**Listed entries:**
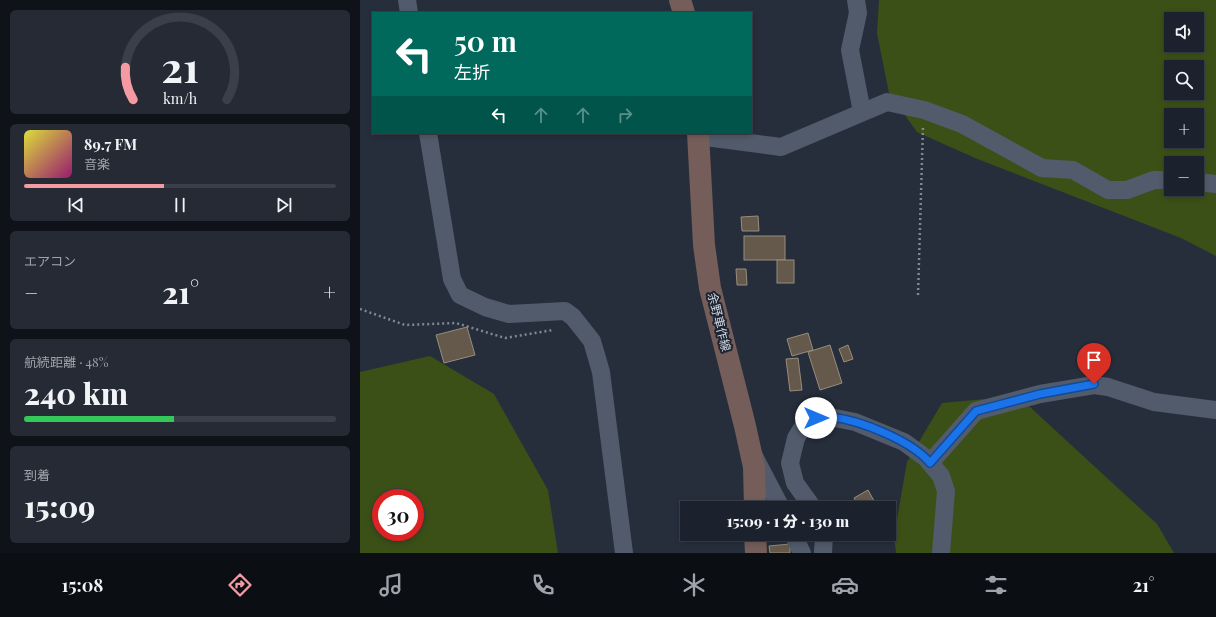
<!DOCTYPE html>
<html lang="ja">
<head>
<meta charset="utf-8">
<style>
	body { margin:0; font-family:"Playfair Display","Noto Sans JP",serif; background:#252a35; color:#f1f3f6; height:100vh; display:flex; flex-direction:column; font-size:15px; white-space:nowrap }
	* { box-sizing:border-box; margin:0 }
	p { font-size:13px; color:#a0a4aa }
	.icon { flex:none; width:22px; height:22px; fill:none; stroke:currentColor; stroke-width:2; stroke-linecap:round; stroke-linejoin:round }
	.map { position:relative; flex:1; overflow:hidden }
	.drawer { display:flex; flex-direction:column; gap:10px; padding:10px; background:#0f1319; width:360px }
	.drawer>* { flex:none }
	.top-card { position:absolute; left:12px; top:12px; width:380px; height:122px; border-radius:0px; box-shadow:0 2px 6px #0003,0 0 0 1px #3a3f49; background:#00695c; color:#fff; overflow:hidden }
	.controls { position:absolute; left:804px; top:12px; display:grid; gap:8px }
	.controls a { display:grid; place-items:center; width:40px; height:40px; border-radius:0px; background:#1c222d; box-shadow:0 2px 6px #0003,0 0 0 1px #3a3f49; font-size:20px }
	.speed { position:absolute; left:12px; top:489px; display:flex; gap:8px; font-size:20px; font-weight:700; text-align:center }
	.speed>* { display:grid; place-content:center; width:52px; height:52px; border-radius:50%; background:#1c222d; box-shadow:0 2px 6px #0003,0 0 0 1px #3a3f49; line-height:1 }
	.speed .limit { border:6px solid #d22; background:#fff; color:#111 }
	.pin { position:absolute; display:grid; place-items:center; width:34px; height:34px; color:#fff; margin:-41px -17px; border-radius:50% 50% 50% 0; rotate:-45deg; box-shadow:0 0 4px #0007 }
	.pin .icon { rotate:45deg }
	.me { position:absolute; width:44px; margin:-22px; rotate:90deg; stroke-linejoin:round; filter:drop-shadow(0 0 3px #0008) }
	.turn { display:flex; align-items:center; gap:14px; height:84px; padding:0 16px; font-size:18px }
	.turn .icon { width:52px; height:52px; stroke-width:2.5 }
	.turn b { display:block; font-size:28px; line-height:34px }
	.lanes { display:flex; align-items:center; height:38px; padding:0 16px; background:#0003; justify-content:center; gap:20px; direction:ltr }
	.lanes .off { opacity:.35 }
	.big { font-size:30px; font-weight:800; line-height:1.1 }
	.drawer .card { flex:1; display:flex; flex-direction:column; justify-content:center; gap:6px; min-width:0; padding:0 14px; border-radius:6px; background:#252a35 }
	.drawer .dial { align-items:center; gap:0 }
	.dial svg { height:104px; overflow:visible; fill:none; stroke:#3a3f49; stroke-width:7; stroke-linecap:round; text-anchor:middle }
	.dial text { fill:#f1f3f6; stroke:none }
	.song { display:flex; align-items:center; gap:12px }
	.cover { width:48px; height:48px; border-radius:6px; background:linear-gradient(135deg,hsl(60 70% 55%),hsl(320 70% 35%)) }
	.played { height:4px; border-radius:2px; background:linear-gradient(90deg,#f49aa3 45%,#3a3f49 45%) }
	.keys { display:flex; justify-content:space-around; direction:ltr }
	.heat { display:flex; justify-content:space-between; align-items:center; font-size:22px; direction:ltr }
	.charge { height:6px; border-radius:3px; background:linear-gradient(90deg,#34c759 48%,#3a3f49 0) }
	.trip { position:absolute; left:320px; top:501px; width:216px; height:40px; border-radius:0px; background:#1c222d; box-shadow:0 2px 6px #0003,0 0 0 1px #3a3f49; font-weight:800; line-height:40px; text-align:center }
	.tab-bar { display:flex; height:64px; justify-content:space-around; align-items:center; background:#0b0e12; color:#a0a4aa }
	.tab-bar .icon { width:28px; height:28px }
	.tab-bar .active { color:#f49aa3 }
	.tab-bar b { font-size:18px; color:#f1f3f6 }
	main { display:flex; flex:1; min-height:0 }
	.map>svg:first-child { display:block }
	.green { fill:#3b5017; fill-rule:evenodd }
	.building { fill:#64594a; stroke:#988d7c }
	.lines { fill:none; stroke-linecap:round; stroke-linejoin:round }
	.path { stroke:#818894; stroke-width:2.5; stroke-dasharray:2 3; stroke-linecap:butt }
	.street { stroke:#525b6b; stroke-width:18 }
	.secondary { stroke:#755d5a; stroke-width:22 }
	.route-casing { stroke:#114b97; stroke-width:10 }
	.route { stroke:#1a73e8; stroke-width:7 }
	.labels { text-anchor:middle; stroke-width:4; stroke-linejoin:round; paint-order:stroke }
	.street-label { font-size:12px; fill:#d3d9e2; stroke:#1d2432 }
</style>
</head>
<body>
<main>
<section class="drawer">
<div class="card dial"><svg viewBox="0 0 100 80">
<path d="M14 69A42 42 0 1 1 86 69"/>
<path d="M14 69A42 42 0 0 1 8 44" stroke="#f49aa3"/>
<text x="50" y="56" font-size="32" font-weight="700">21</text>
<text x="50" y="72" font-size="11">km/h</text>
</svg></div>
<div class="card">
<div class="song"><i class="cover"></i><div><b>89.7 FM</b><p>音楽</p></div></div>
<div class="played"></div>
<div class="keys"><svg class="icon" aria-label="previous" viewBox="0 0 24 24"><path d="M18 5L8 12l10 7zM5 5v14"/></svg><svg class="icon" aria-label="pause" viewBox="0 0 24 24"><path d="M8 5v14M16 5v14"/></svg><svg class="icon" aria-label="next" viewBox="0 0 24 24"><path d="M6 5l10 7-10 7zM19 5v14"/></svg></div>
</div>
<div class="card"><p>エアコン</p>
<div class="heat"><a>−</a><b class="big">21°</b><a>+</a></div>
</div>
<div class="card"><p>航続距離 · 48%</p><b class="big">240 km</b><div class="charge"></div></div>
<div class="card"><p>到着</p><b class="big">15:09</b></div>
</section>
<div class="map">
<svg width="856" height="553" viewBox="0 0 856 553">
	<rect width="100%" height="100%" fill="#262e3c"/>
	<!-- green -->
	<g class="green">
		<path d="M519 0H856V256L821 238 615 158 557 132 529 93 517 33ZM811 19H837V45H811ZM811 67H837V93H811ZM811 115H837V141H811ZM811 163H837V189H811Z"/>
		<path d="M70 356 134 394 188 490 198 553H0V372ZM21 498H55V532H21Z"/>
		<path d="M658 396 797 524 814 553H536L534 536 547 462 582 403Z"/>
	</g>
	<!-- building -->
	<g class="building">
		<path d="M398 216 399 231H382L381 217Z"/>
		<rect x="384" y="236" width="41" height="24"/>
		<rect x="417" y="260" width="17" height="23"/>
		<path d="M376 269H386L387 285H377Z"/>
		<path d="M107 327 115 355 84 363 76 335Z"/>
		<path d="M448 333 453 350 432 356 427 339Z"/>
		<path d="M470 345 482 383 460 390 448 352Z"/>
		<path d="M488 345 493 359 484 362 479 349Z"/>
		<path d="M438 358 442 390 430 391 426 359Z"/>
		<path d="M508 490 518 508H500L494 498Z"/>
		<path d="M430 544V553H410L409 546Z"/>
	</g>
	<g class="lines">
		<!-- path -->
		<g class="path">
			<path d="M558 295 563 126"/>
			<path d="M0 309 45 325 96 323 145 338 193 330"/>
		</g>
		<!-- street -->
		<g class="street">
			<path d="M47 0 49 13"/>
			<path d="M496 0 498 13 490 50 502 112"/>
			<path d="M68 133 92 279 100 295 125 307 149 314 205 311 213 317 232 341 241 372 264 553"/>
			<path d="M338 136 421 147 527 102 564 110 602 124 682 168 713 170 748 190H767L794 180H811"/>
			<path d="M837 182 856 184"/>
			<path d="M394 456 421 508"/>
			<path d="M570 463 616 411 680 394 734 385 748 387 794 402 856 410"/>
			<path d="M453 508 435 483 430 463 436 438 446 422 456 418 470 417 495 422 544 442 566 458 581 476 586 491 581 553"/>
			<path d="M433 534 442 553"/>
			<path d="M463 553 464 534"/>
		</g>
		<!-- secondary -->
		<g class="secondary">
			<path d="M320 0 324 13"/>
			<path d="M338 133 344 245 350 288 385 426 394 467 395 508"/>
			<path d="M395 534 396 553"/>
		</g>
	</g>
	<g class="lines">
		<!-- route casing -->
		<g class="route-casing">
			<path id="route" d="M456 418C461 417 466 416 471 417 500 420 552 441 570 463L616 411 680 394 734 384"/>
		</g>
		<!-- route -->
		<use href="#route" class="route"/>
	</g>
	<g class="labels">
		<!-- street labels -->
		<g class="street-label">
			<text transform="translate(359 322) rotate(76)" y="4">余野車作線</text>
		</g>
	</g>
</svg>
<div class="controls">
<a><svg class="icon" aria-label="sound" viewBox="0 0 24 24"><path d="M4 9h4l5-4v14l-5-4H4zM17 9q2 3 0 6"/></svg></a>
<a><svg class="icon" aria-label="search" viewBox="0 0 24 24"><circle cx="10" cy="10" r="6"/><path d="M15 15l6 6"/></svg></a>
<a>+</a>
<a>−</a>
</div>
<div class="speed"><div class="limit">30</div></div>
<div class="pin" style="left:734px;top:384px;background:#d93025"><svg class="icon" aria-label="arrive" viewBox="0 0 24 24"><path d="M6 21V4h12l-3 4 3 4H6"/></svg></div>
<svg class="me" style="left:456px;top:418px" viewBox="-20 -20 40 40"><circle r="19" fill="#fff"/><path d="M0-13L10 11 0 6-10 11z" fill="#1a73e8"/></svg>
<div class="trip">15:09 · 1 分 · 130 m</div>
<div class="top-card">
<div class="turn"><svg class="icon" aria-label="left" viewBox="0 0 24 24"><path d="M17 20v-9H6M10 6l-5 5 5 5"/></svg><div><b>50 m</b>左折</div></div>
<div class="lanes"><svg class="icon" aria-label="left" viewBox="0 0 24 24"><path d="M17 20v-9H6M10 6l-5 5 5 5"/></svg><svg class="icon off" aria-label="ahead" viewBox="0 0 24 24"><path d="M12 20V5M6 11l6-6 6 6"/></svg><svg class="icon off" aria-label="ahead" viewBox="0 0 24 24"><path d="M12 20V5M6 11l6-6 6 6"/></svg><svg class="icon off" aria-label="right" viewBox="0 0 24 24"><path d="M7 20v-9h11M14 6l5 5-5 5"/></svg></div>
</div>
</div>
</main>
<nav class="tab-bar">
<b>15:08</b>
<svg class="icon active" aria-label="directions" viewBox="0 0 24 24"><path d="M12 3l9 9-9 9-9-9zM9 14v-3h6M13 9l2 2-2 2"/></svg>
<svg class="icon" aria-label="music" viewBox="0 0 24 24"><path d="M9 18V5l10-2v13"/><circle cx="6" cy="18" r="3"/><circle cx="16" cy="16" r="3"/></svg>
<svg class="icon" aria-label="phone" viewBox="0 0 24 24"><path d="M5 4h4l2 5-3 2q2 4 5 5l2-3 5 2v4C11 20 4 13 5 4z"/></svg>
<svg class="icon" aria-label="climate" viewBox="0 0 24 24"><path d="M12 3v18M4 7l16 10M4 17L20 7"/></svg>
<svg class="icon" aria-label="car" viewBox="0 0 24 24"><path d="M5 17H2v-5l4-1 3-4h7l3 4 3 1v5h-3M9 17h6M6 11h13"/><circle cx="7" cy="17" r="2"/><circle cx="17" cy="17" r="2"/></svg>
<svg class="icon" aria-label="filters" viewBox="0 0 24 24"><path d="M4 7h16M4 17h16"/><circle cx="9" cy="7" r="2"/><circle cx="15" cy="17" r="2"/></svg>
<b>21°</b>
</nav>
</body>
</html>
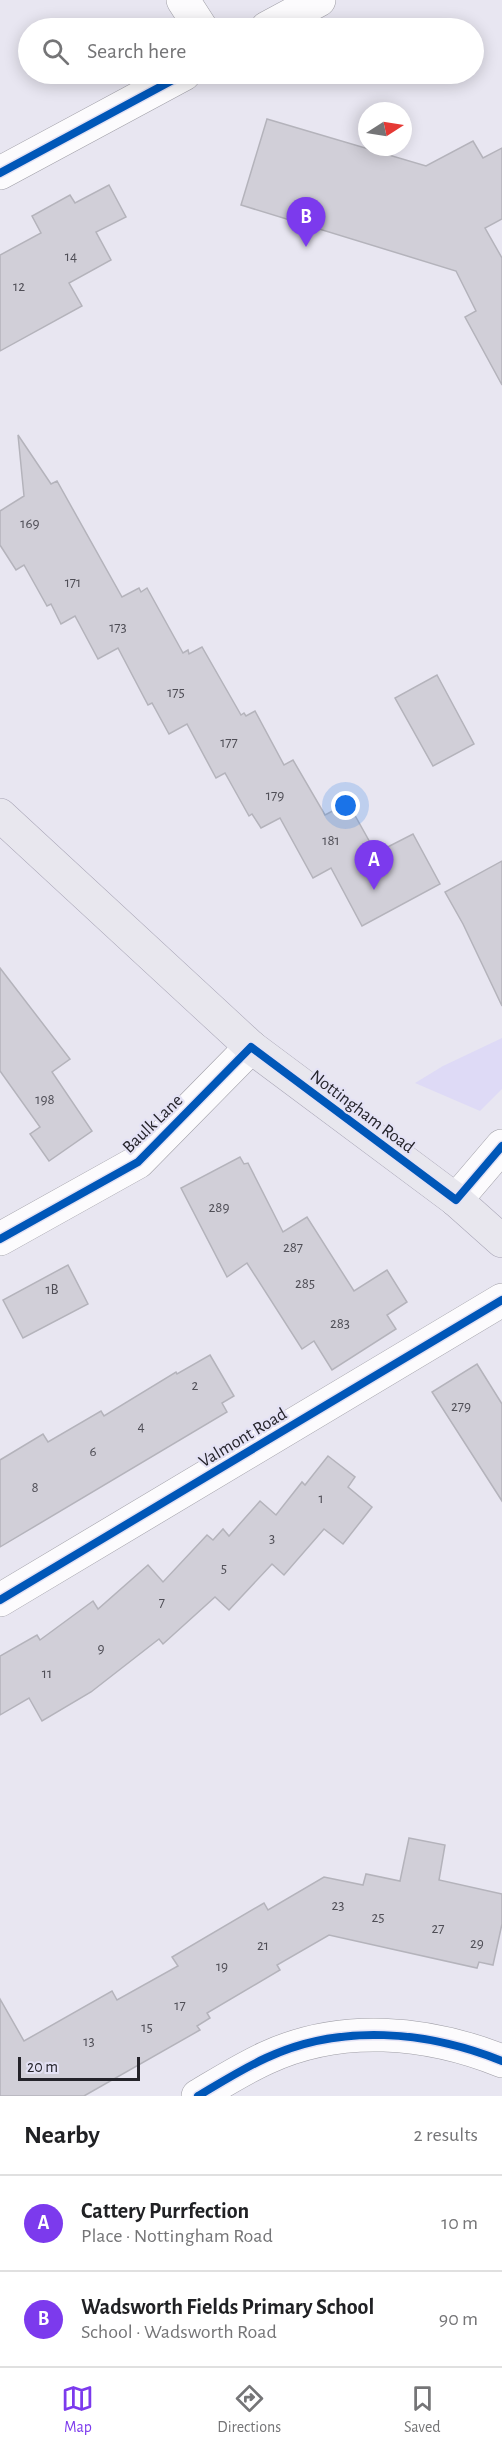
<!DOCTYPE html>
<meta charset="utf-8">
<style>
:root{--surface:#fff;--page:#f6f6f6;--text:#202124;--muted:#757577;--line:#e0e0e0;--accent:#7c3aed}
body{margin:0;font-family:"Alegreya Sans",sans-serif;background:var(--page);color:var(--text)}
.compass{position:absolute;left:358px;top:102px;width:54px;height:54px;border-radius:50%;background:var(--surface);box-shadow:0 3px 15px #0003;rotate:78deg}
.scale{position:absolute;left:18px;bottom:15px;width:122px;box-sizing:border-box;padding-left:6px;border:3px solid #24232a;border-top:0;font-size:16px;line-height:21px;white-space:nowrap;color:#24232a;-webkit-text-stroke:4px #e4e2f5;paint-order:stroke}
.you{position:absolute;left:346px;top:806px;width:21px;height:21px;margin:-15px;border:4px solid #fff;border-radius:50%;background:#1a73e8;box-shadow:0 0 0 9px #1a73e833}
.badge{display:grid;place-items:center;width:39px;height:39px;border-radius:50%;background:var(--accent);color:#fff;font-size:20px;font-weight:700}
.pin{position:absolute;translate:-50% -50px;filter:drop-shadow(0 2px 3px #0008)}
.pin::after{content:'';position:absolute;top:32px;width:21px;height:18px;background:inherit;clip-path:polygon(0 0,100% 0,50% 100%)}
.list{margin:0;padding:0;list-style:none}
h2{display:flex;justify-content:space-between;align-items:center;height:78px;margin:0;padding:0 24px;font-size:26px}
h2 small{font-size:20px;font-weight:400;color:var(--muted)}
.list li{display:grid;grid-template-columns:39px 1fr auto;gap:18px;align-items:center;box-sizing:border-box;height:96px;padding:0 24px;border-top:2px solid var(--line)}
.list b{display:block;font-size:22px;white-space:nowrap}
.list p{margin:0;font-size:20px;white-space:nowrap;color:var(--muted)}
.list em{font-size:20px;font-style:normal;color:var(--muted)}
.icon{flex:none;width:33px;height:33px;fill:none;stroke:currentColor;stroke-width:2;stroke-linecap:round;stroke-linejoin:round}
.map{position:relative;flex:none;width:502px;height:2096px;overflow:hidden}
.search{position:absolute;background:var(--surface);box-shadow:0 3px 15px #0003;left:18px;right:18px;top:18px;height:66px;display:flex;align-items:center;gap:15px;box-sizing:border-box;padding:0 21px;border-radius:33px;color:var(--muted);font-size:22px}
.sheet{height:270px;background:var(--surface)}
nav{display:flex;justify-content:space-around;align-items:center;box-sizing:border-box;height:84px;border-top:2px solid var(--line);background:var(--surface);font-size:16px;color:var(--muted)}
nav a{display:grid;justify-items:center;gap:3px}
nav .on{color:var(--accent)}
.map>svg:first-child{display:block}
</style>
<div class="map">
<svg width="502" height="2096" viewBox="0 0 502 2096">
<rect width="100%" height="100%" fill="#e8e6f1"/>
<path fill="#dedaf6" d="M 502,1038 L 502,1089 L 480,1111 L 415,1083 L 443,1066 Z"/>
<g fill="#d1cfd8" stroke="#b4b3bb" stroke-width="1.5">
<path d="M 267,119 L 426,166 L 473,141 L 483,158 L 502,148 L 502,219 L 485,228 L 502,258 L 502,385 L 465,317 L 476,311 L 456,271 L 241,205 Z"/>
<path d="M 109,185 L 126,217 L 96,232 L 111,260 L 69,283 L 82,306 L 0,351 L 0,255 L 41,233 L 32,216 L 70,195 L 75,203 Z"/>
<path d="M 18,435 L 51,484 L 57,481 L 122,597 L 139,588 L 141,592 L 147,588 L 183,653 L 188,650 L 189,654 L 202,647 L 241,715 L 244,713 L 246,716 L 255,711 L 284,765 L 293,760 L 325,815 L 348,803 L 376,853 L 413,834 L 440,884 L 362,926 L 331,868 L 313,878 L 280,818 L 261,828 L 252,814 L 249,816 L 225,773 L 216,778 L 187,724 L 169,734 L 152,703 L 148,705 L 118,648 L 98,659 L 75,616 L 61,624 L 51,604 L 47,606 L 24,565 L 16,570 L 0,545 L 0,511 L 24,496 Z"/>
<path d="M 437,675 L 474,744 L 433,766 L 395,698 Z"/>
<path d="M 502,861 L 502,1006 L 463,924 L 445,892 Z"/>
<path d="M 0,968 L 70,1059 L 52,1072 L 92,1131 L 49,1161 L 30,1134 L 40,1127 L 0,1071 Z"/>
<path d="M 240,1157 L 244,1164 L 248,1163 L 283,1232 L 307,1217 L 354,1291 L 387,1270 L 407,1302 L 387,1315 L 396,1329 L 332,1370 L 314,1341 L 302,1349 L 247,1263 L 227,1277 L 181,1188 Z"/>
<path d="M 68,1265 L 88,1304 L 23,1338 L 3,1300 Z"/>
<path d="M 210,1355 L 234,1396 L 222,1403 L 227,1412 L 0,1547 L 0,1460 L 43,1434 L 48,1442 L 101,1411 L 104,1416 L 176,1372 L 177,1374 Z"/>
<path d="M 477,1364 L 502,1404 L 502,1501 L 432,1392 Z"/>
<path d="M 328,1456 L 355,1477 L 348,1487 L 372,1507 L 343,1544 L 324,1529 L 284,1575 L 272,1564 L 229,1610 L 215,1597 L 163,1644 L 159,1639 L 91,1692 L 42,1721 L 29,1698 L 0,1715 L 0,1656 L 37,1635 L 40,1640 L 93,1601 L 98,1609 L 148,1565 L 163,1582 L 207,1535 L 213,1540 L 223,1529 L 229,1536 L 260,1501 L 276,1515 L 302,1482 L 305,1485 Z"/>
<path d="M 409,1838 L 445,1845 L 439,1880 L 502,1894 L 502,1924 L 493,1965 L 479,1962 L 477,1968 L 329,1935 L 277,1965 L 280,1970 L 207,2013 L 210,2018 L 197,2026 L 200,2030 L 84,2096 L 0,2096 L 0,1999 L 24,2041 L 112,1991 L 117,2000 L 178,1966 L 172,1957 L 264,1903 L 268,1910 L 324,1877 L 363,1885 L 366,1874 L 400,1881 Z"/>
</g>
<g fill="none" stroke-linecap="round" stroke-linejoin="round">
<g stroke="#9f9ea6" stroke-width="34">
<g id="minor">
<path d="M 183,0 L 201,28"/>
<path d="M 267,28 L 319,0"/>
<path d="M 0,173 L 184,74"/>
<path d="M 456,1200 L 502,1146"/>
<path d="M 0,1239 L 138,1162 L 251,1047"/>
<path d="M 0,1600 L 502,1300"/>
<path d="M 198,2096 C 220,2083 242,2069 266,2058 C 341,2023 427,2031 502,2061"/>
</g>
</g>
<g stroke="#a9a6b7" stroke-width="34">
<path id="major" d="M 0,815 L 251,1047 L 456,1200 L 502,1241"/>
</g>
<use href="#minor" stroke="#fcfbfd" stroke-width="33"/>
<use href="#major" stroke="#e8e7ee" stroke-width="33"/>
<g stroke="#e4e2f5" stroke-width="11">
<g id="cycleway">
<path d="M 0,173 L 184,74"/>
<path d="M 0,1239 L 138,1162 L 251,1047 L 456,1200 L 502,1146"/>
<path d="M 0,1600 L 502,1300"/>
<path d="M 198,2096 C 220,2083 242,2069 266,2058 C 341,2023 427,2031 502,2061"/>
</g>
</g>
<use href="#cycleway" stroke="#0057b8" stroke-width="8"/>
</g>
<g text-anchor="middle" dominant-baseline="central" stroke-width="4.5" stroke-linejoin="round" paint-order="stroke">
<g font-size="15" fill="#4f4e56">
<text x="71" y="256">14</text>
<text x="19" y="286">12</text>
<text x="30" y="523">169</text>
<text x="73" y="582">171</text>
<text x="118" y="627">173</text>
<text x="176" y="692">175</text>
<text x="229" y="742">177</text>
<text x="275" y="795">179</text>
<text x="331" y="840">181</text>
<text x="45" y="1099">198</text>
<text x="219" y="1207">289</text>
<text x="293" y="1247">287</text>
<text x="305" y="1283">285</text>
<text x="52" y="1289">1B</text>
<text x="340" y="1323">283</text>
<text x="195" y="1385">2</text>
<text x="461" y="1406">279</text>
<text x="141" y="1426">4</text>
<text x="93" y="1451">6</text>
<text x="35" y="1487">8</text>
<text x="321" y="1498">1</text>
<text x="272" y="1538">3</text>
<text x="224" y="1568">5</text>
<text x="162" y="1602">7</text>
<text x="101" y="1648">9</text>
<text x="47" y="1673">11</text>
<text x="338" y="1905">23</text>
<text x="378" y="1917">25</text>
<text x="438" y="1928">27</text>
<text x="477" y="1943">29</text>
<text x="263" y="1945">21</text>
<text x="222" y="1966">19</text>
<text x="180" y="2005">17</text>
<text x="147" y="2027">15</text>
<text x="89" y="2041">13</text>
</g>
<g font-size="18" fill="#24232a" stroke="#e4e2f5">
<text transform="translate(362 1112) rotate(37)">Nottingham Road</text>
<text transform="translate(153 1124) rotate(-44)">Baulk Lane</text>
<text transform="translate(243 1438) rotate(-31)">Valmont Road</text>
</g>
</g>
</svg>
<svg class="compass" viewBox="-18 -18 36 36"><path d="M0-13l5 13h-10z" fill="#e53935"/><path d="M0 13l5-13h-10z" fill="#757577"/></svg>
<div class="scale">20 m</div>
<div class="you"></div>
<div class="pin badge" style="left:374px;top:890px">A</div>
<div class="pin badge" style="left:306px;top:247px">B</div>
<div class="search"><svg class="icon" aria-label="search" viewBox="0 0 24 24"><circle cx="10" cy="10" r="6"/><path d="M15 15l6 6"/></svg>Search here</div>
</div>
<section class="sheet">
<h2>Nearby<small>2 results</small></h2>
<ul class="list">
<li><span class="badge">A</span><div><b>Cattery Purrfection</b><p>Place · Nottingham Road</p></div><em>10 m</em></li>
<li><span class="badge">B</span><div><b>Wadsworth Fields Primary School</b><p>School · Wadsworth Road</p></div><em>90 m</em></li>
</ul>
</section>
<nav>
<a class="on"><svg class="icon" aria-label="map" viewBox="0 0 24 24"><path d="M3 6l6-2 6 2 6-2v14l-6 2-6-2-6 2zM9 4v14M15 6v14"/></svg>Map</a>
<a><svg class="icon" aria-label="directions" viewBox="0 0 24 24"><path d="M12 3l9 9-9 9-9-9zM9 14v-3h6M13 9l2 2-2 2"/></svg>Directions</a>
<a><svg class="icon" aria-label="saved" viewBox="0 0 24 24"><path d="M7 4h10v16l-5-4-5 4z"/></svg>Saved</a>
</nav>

**Instructions to follow:** Beginning with the first line of the entries above, repeat each line word for word until the line with "flex:none; width:22px; height:22px;" has been given too. Omit the pictures.

**Solution to this task:**
<!DOCTYPE html>
<html lang="ja">
<head>
<meta charset="utf-8">
<style>
	body { margin:0; font-family:"Playfair Display","Noto Sans JP",serif; background:#252a35; color:#f1f3f6; height:100vh; display:flex; flex-direction:column; font-size:15px; white-space:nowrap }
	* { box-sizing:border-box; margin:0 }
	p { font-size:13px; color:#a0a4aa }
	.icon { flex:none; width:22px; height:22px; fill:none; stroke:currentColor; stroke-width:2; stroke-linecap:round; stroke-linejoin:round }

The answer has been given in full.